Atoms, composed of nuclei and electrons, are the constituents of both living and non-living matter. They can assemble and disassemble in a huge variety of ways, guided by the laws of (quantum) physics, to create complex materials and biomolecules. In principle, we can write down the mathematical equations that describe precisely atoms’ behaviour, but in practice we cannot solve them except in simple cases. However the availability of increasingly powerful computers and some imaginative tricks of the trade allow us to monitor the dynamics of atoms in complex systems as they interact, rearrange and react to external stimuli (such as light, pressure or the binding of a drug), or to the presence of anomalies (such as defects or mutations).
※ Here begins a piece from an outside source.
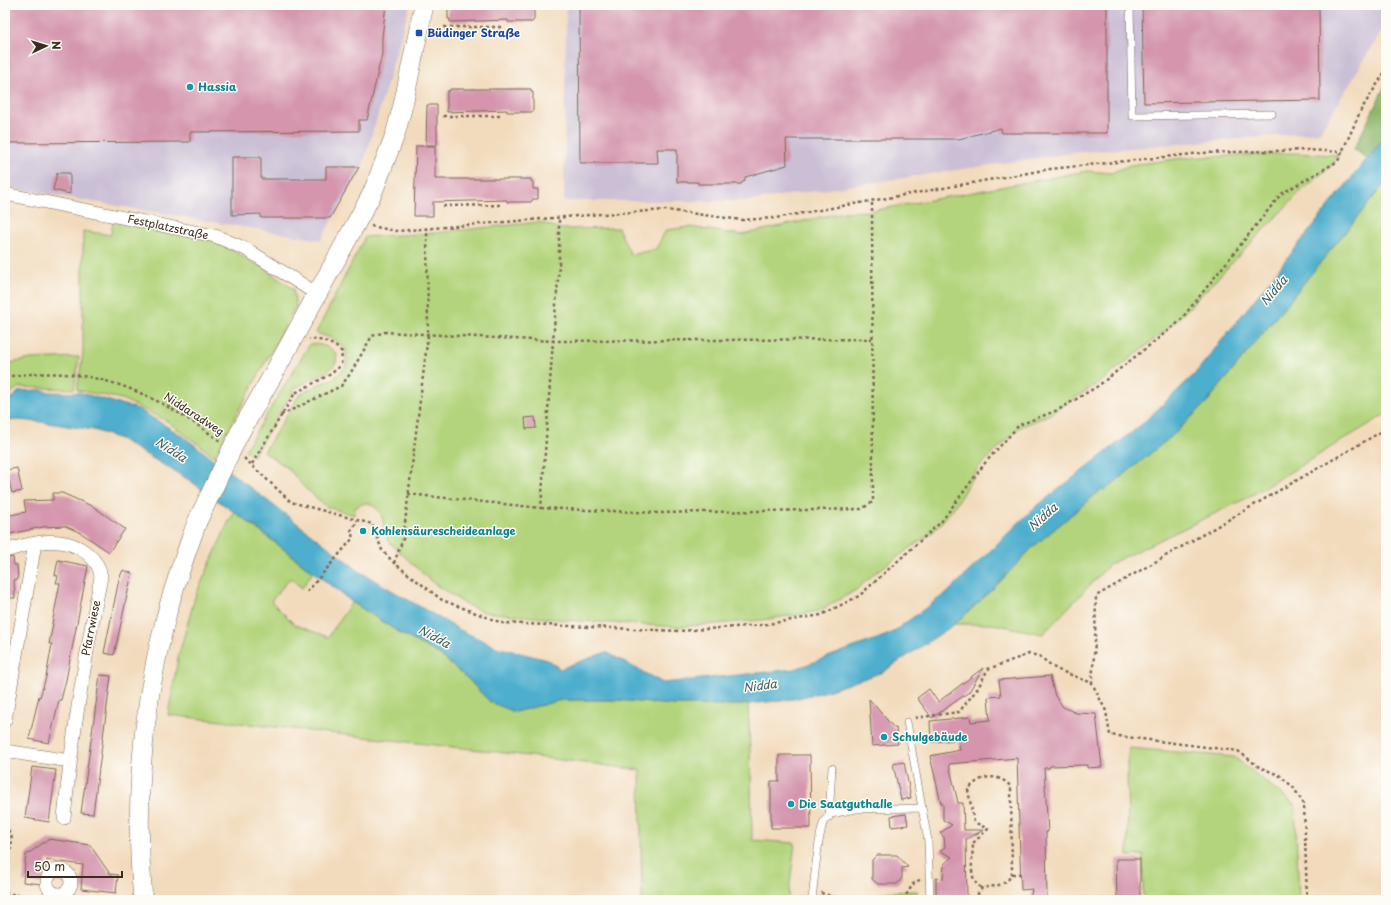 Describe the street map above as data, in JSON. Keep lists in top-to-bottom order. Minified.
{"streets":{"street":["Festplatzstraße","Pfarrwiese"],"path":["Niddaradweg"]},"water":["Nidda"],"places":{"transit":["Büdinger Straße"],"other":["Hassia","Kohlensäurescheideanlage","Schulgebäude","Die Saatguthalle"]},"scale_bar":"50 m","north":"right"}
I will discuss the challenges and opportunities for investigating the complexity of matter at the electronic and atomic level with computational methods, which can be used to explore many different situations. I will illustrate this with a series of examples, including nanocrystals that change shape and structure in response to pressure, ice crystals that grow differently depending on temperature, neuroreceptors involved in the communication between neurons in the brain, light-activated switches that allow us to see and sense the environment, and the polyphenols of green tea that may help regulate heart contractions.
Professor Carla Molteni, Director
Thomas Young Centre at King’s College London
Carla Molteni is a Professor of Physics at King’s College London and co-director of the London Thomas Young Centre for the Theory and Simulation of Materials.
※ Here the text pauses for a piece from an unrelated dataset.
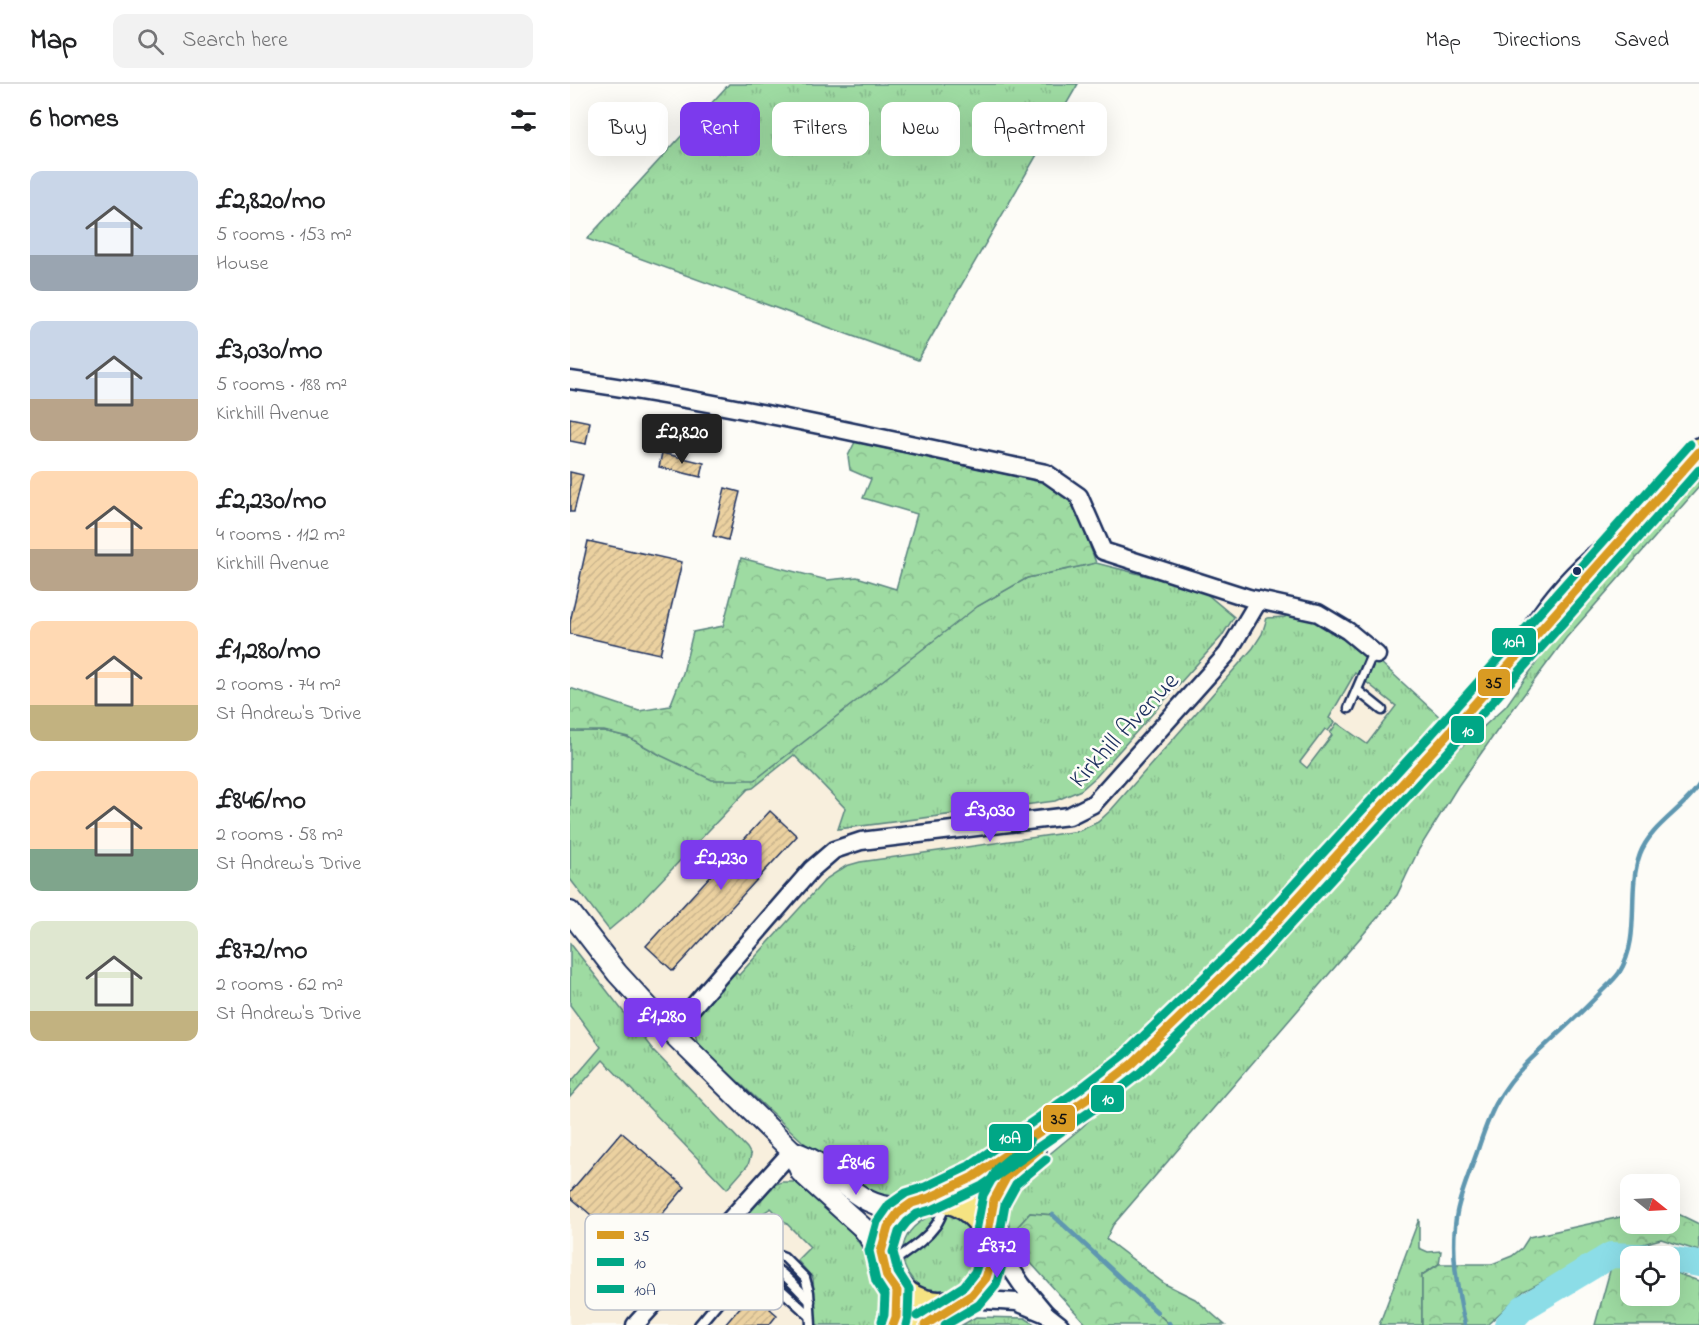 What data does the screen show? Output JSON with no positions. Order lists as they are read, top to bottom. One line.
{"streets":{"street":["Kirkhill Avenue"]},"lines":["transit line 10A","transit line 35","transit line 10"],"legend":["35","10","10A"],"north":"right","page":{"header":"Map","search":"Search here","nav":["Map","Directions","Saved"],"heading":"6 homes","chip":["Buy","Rent","Filters","New","Apartment"],"list":[{"name":"£2,820/mo","note":"5 rooms · 153 m² · House"},{"name":"£3,030/mo","note":"5 rooms · 188 m² · Kirkhill Avenue"},{"name":"£2,230/mo","note":"4 rooms · 112 m² · Kirkhill Avenue"},{"name":"£1,280/mo","note":"2 rooms · 74 m² · St Andrew's Drive"},{"name":"£846/mo","note":"2 rooms · 58 m² · St Andrew's Drive"},{"name":"£872/mo","note":"2 rooms · 62 m² · St Andrew's Drive"}],"price":["£2,820","£3,030","£2,230","£1,280","£846","£872"]}} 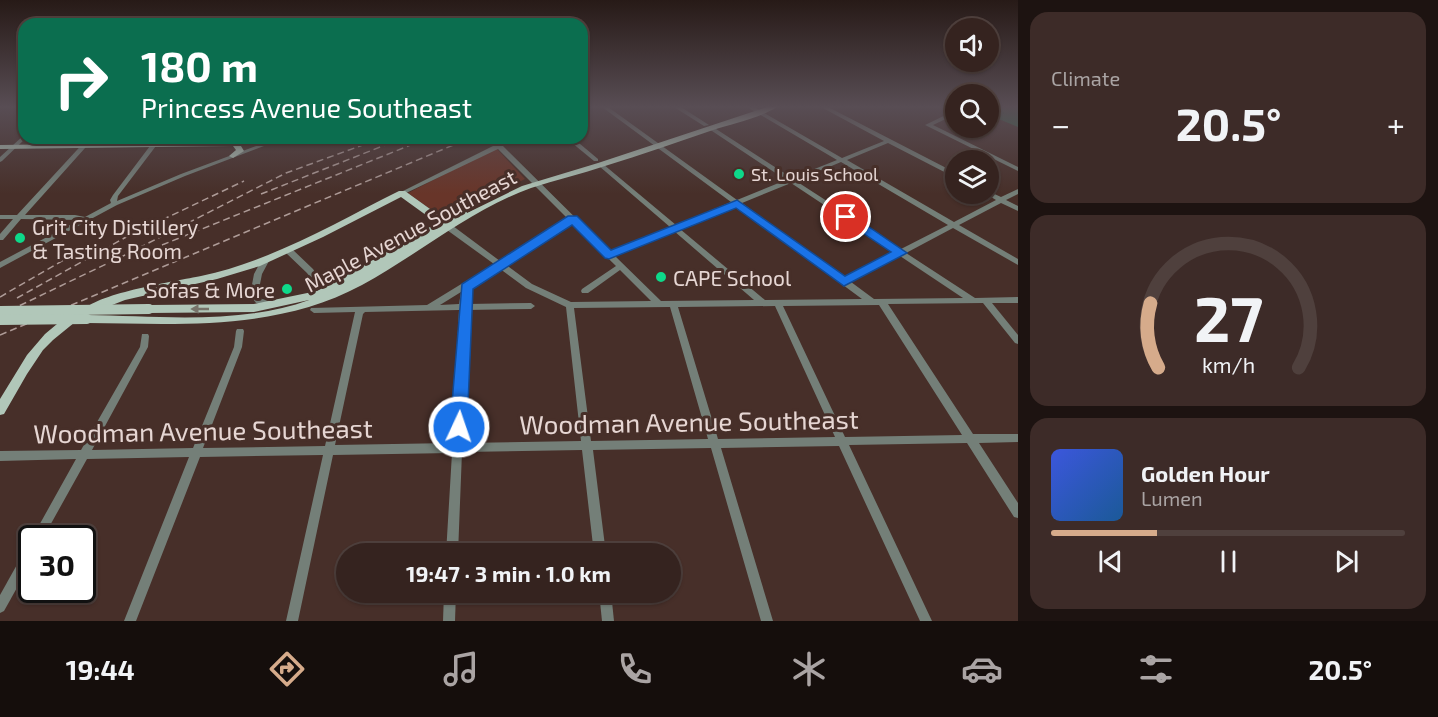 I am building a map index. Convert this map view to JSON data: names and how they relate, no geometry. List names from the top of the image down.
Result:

She is a theoretical/computational condensed matter physicist, working at the interface of physics with chemistry, materials science and biology. In her research, she designs computer experiments to elucidate and predict complex processes in materials and biomolecules at the electronic and atomic level.
She holds a Master and a PhD in Physics from the University of Milan (Italy) and, before joining King’s, worked at the Cavendish Laboratory in Cambridge and at the Max Planck Institut fuer Festkoerperforschung in Stuttgart (Germany).